The 2023 Global T20 Canada was the third edition of Global T20 Canada, a Twenty20 professional cricket tournament that was played at the TD Cricket Arena in Brampton, Ontario, Canada. The tournament began on 20 July 2023, and concluded on 6 August 2023. It was the first time the tournament has been held since 2019, as subsequent editions were cancelled due to the COVID-19 pandemic.

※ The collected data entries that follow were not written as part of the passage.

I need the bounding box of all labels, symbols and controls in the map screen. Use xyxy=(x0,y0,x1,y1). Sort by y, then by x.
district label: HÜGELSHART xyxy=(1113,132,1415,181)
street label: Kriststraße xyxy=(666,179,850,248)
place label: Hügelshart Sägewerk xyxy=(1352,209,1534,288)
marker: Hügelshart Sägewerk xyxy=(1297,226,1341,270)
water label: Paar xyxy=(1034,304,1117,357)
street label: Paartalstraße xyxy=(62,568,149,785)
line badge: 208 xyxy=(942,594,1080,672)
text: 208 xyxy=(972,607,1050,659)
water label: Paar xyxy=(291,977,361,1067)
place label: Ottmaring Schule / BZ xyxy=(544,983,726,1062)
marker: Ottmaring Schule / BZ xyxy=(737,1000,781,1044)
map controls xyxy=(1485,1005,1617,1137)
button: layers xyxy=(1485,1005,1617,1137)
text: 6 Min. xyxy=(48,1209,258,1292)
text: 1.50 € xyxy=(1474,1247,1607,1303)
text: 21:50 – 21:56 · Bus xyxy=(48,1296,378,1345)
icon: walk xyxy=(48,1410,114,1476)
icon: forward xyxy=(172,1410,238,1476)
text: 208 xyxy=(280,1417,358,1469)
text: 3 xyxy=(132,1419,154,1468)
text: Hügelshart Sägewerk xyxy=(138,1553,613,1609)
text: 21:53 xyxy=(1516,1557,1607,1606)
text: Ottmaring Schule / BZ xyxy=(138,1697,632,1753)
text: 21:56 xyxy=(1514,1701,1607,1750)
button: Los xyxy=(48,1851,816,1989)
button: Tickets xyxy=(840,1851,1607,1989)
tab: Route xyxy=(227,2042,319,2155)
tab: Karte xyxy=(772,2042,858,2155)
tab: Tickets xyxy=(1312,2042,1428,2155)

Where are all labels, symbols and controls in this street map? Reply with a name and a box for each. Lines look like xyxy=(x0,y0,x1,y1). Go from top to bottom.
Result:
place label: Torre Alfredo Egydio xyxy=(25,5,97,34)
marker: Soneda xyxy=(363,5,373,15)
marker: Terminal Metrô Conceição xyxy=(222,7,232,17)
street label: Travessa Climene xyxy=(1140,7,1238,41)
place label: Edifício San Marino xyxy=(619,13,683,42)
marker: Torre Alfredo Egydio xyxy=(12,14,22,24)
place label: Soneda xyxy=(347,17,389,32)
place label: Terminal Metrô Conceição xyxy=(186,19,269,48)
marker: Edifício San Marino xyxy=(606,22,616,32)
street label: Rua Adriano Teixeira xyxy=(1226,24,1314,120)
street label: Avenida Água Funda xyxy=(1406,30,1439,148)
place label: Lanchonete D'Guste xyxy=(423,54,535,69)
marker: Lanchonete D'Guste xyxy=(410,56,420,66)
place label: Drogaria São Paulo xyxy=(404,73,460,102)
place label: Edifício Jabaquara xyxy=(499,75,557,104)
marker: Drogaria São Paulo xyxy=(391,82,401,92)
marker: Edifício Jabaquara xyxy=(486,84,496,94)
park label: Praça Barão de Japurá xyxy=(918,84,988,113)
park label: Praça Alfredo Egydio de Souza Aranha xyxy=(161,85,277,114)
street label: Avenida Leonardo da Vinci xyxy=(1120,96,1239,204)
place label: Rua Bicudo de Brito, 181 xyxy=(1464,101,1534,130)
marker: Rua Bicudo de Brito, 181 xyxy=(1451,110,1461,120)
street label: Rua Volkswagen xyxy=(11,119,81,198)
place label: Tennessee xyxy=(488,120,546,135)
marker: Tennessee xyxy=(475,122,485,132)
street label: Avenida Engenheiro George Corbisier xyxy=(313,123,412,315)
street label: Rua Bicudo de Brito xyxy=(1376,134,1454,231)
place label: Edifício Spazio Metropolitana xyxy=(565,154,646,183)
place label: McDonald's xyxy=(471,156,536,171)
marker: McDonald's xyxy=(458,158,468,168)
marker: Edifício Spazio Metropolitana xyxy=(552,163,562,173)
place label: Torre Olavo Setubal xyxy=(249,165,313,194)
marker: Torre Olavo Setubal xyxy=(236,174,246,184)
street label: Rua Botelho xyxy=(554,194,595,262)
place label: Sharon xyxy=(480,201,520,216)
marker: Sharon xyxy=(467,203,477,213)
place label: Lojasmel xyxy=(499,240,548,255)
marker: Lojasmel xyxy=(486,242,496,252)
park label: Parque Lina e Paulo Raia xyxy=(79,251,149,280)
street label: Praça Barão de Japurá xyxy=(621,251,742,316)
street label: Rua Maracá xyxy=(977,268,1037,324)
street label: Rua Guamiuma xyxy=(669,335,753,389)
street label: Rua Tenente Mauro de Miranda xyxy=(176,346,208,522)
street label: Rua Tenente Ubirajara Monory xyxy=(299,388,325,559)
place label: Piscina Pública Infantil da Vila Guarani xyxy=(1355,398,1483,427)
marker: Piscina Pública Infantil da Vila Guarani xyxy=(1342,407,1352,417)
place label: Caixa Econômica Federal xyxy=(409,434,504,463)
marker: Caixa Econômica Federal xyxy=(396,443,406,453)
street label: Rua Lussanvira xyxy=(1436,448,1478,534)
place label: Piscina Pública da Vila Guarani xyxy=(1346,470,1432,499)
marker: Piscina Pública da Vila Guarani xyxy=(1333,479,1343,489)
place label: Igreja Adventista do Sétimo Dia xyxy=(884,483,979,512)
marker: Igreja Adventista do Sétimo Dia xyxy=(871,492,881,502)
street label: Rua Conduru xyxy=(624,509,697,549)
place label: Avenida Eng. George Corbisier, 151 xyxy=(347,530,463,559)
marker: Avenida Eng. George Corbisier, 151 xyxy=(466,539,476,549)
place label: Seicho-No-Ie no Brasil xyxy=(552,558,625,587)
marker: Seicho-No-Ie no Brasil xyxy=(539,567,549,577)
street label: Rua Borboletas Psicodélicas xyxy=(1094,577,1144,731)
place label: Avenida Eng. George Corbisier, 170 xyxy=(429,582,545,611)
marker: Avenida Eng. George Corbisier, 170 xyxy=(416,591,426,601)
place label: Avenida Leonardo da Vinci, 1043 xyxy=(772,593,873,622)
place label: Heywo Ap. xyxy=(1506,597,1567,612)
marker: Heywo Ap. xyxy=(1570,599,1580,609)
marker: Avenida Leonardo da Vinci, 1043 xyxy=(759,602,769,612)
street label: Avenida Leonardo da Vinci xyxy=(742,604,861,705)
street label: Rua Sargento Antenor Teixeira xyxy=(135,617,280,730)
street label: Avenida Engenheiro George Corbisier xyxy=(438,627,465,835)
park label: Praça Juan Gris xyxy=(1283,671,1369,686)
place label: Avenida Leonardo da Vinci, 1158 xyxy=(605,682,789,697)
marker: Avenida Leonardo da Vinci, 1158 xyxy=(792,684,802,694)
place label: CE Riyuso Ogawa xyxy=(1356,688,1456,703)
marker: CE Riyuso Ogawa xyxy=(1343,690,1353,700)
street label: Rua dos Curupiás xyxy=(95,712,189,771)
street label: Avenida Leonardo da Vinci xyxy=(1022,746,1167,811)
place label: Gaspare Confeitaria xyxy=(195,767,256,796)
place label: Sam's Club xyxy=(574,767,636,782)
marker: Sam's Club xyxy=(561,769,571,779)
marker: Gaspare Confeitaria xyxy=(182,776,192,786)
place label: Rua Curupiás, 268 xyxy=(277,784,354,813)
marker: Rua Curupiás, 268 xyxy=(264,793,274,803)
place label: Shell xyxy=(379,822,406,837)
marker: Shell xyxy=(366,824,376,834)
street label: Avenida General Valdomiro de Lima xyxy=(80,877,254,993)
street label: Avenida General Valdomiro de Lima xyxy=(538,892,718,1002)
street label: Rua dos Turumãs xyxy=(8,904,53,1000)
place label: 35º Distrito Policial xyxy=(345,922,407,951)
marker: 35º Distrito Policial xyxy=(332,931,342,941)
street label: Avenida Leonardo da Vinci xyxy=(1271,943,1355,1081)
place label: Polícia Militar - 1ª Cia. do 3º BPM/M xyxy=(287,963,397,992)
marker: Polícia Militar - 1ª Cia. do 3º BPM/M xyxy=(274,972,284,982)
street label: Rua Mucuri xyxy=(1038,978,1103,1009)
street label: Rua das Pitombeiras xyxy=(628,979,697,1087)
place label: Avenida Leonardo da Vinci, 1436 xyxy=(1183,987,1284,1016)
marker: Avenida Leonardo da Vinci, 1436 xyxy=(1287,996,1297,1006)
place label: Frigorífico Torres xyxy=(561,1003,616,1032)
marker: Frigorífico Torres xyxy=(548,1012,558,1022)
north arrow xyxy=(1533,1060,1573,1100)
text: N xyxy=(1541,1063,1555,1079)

In the final, Montreal Tigers defeated Surrey Jaguars by 5 wickets to win their first title.

==Background ==
The tournament is being held for the first time since 2019; the third Global T20 Canada tournament was originally scheduled to be hosted in 2020, but was cancelled due to the COVID-19 pandemic in Canada. Organizers announced plans to re-locate the tournament to the Kinrara Academy Oval in Kuala Lumpur, Malaysia for 2021, but it was once again cancelled due to COVID-19.

On 16 May 2023, it was officially announced that Global T20 Canada would return for 2023, being held from 20 July to 6 August at TD Cricket Arena at CAA Centre in Brampton. Two new teams, the Surrey Jaguars and Mississauga Panthers, were announced to replace the Edmonton Royals and Winnipeg Hawks. The player draft was held on 14 June 2023, from Mumbai, with each team given a salary cap of $579,500. The availability of Pakistani players was impacted by Pakistan's test series against Sri Lanka in late July, which was expected to conflict with the tournament; it was expected that players named to the squad for the tests would not be released to participate in GT20.

== Teams and squads ==
The following teams, squads and coaches were announced for the tournament. Each team will include two "marquee" players and three Canadian players from the national team, as well as three emerging Canadian players.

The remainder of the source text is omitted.